Hurricane season is June 1 until Nov. 30.
“We are looking for an active tropical season again, and if we truly are affected by one or two storms ... the impacts would be significant. And the odds would say we are due.”
Bill Murphey, state climatologist with the Georgia Environmental Protection Division, agreed that an active tropical season is in the works and that “we don’t need a tropical system any time soon.”
Last fall, most of Georgia, including Northeast Georgia, was mired in drought. Today, just a small swath of Georgia coastline is “abnormally dry.”
Further indication of the rainfall’s impact is the effect on Lake Lanier’s elevation.

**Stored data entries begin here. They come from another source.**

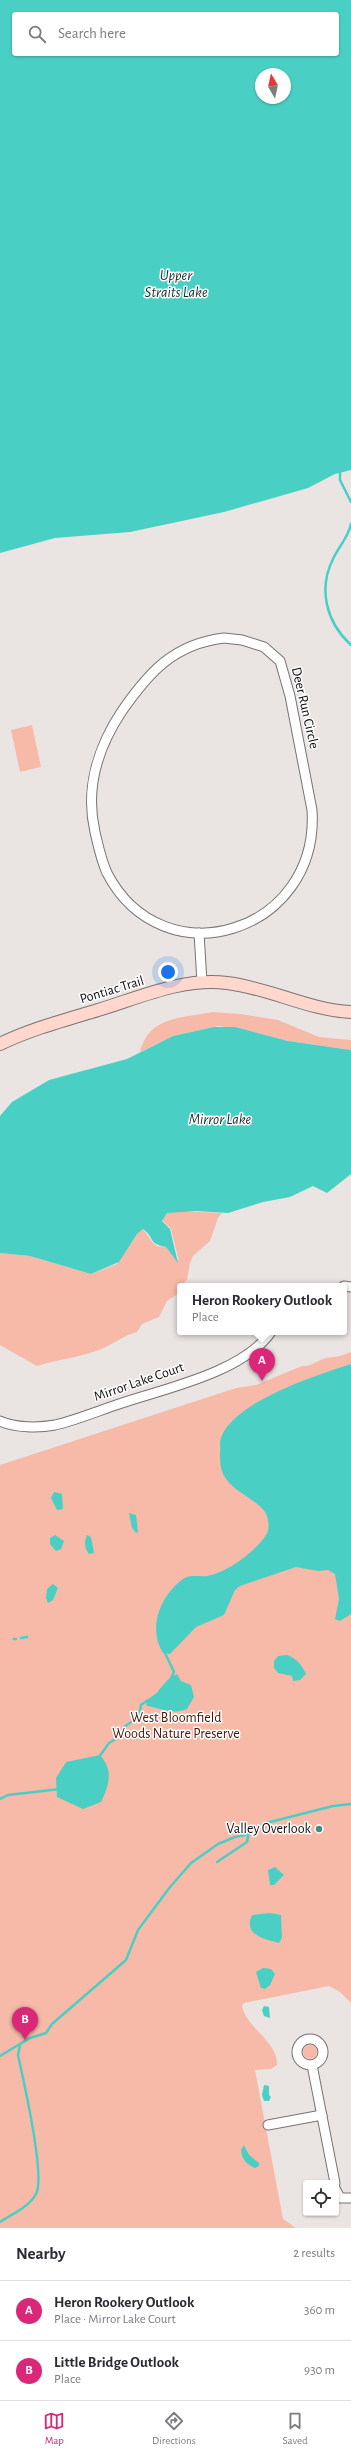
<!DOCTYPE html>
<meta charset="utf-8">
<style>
:root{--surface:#fff;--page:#f7f7f7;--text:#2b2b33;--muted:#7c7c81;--line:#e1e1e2;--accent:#db2777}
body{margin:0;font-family:"Alegreya Sans",sans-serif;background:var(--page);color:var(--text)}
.controls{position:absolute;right:12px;bottom:12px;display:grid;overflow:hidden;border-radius:4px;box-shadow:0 1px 3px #0004}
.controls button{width:36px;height:36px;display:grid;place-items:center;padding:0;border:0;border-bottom:1px solid var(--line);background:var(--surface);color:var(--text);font:20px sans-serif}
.compass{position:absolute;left:255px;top:68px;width:36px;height:36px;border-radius:50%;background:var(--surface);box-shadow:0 1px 3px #0004;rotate:351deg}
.you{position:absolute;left:168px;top:972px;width:14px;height:14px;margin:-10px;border:3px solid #fff;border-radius:50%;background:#1a73e8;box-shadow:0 0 0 6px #1a73e833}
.badge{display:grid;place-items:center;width:26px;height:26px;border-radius:50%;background:var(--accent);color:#fff;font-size:13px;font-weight:700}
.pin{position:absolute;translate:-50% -33px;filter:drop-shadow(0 1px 2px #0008)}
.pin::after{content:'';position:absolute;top:21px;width:14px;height:12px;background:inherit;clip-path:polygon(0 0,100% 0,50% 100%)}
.popup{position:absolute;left:177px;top:1283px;width:170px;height:52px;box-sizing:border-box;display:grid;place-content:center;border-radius:4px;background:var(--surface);filter:drop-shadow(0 1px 3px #0005);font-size:13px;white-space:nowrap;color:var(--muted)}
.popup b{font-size:15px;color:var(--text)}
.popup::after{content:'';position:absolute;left:50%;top:100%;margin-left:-8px;border:8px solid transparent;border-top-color:var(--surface)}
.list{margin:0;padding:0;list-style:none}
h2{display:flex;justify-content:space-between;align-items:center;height:52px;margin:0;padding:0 16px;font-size:17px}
h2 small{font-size:13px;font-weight:400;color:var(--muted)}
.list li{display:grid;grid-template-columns:26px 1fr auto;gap:12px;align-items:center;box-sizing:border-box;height:60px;padding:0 16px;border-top:1px solid var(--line)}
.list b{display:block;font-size:15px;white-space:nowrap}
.list p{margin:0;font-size:13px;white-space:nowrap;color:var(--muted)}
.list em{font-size:13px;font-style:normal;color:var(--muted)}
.icon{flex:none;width:22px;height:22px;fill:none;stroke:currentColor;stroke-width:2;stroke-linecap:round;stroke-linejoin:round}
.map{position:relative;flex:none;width:351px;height:2228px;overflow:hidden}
.search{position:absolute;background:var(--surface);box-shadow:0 1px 3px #0004;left:12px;right:12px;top:12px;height:44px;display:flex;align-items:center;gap:10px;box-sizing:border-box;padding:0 14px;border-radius:4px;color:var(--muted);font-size:15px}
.sheet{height:172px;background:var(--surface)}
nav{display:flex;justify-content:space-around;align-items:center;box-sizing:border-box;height:56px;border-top:1px solid var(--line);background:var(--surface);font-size:11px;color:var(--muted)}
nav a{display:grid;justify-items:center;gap:2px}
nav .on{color:var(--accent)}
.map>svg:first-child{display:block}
.green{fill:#f8baa8}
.water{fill:#4acfc5;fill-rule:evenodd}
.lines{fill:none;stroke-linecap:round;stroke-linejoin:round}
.stream{stroke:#4acfc5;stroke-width:2.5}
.street-casing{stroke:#787372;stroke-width:11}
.secondary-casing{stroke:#787372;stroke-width:14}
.street{stroke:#fff;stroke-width:9}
.secondary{stroke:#ffd7cc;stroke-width:12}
.poi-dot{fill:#448b85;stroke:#fff;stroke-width:1.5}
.labels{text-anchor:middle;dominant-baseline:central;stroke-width:3;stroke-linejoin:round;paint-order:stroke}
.street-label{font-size:14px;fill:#0d0b0b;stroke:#fff}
.park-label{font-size:14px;fill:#4b1403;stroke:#fff}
.poi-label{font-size:14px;fill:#0d0b0b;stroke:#fff;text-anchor:end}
.water-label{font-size:15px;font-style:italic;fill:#172e2c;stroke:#fff}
</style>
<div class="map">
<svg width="351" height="2228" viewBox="0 0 351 2228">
<rect width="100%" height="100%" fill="#eae5e3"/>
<g class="green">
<path d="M32 725 41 767 20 772 11 730Z"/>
<path d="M213 1012 240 1014 278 1020 319 1037 351 1040V1050L288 1041 246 1030 219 1026 173 1036 140 1052C149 1016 182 1018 213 1012Z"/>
<path d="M179 1211 222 1213 218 1218 210 1241 193 1256 190 1263 187 1280 180 1286 179 1293 167 1301 159 1317 142 1324 137 1332C125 1335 118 1341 106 1347 84 1357 60 1359 37 1366L0 1345V1253L30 1256 91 1274 117 1264 137 1234 143 1229 153 1243 157 1246 166 1247 179 1261 171 1229 161 1219 167 1213Z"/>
<path d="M351 1352V2003L340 1992 329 1986 244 2003 242 2006C247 2029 278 2041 277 2065L271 2069 255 2070 283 2219 296 2228H0V1465L236 1388 256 1385 302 1366C312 1367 317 1360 326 1358 335 1357 342 1356 351 1352Z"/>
<circle cx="310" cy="2052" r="7"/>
</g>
<g class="water">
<path d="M0 0H351V470L335 474 308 488 224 512 130 532 55 538 0 553ZM14 14H337V54H14ZM261 74H285V98H261Z"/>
<path d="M214 1027H235L288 1041 351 1050V1174L327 1193 313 1186 290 1197 263 1202 228 1213 196 1211 167 1213 162 1221 170 1229 178 1263 166 1247C147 1243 156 1239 143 1229L137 1234 119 1262 91 1274 30 1256 0 1253V1116L12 1102 49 1080 127 1059 173 1036Z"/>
<path d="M351 1364V1614L340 1621 335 1619 339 1599 335 1574 328 1570 318 1571 296 1567 240 1586 235 1590 224 1615 196 1627 170 1654 163 1653C147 1627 161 1595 183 1579 190 1574 200 1577 207 1576 227 1573 255 1552 266 1535 270 1530 269 1518 265 1512 254 1497 233 1493 223 1474 220 1467 220 1460 220 1453 221 1448 219 1443 221 1438 233 1402 317 1375 351 1364Z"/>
<path d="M54 1492 62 1494 63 1509 57 1510 51 1498Z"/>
<path d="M129 1513 136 1515 138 1532 136 1533 132 1528Z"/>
<path d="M55 1535 64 1541 61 1549 56 1551 50 1544V1538Z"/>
<path d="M87 1535 91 1537 94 1553 89 1554C84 1547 84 1543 87 1535Z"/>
<path d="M53 1584 58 1588 53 1600 48 1603 46 1598 47 1589Z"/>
<path d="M287 1655C296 1658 302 1665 306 1674L300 1680 293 1681 292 1676 278 1673 274 1668V1661L278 1656Z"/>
<path d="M177 1674 181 1681 191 1685 194 1697 187 1709C169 1715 165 1709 147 1706L146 1701C150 1697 156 1695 159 1690 165 1683 167 1679 177 1674Z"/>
<path d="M100 1755C114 1771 109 1785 101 1802L83 1809 57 1797 56 1778 66 1762Z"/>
<path d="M275 1867 284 1875 274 1885H270L268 1870Z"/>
<path d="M270 1913 281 1915 282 1938 279 1943C264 1939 243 1935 252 1915Z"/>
<path d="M263 1968 271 1969 275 1974 270 1985 265 1989 261 1988 256 1972Z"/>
<path d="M264 2006 269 2007 270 2018 264 2016 262 2010Z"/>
<path d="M264 2085 269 2086V2095L271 2097 269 2101H264L262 2095Z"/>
<path d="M244 2145 249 2155 259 2163V2166L255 2168C246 2164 242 2159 241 2150Z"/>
</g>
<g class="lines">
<g class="stream">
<path d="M340 472V480L351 502"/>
<path d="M351 524C348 538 339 546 333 559 318 589 326 622 351 645"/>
<path d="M21 1638 27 1637"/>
<path d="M14 1639H16"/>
<path d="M165 1653 174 1672 170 1680"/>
<path d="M99 1757 109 1743 119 1737 124 1727 139 1717 141 1705 148 1700"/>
<path d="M0 1799 8 1795 60 1789"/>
<path d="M217 1862 247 1842 249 1832"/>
<path d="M16 2015H19"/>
<path d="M23 2015 29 2014"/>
<path d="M0 2056 30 2038 46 2033 52 2024 126 1960 138 1930 170 1887 191 1863 218 1844 235 1837 245 1835 266 1823 333 1806 351 1804"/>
<path d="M0 2222C12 2214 29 2207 36 2194 46 2176 23 2078 18 2055L20 2045"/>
</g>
<g class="street-casing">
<g id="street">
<path d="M224 638 242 640 264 647 280 661 290 696 312 810C320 933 163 981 107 873 101 860 98 845 95 832 85 789 98 747 122 711 149 672 174 644 224 638Z"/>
<path d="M199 933 202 982"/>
<path d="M344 1286 351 1287"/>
<path d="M0 1421C15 1428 39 1428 55 1425 77 1420 100 1410 122 1403 167 1388 243 1372 271 1332"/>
<circle cx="310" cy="2052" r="13"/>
<path d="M312 2065 335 2183"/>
<path d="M268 2125 322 2115"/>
<path d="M336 2190 340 2198H351"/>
</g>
</g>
<g class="secondary-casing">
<path id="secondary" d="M0 1044C31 1029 65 1020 98 1010 138 998 184 977 227 983 270 988 308 1010 351 1012"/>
</g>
<use href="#street" class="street"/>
<use href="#secondary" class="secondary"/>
</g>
<circle class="poi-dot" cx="319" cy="1829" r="4"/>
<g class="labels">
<g class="street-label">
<text transform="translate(305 708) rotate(77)">Deer Run Circle</text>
<text transform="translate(112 990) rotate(-17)">Pontiac Trail</text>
<text transform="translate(139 1382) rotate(-19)">Mirror Lake Court</text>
</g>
<g class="park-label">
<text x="176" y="1718">West Bloomfield<tspan x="176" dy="16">Woods Nature Preserve</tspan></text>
</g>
<g class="poi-label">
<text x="311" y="1829">Valley Overlook</text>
</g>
<g class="water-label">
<text x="176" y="275">Upper<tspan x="176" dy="17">Straits Lake</tspan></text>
<text x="220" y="1119">Mirror Lake</text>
</g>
</g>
</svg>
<div class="controls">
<button><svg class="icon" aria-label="locate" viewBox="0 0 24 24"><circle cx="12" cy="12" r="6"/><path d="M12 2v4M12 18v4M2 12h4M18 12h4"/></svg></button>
</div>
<svg class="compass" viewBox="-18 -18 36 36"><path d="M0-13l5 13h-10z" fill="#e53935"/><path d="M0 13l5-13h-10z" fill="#7c7c81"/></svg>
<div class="you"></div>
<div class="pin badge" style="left:262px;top:1381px">A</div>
<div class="popup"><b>Heron Rookery Outlook</b>Place</div>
<div class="pin badge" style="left:25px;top:2040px">B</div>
<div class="search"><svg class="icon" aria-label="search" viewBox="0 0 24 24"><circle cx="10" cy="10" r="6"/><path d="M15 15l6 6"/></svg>Search here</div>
</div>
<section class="sheet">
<h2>Nearby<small>2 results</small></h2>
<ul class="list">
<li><span class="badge">A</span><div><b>Heron Rookery Outlook</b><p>Place · Mirror Lake Court</p></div><em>360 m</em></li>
<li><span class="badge">B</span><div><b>Little Bridge Outlook</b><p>Place</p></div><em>930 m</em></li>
</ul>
</section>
<nav>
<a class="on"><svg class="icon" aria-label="map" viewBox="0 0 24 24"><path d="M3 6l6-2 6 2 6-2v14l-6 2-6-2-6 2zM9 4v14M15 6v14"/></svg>Map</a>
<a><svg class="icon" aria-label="directions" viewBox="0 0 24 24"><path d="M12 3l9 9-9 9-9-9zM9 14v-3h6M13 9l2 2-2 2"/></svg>Directions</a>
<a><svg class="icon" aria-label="saved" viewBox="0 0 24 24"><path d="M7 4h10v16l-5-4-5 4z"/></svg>Saved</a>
</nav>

Last fall, it was about 14 feet below its winter full pool of 1,070 feet above sea level.
On Thursday, Lanier stood at 1,073.54 feet, or 2« feet above the summer full pool of 1,071 feet.
The lake hasn’t been this full since September 2004, according to the U.S. Army Corps of Engineers’ database.
The area forecast calls for a chance of showers and thunderstorms moving in later today and likely throughout Saturday.
Murphey doesn’t expect heavy rainfall from the system.
“And behind it looks like it’s going to be a fairly decent dry period,” he said.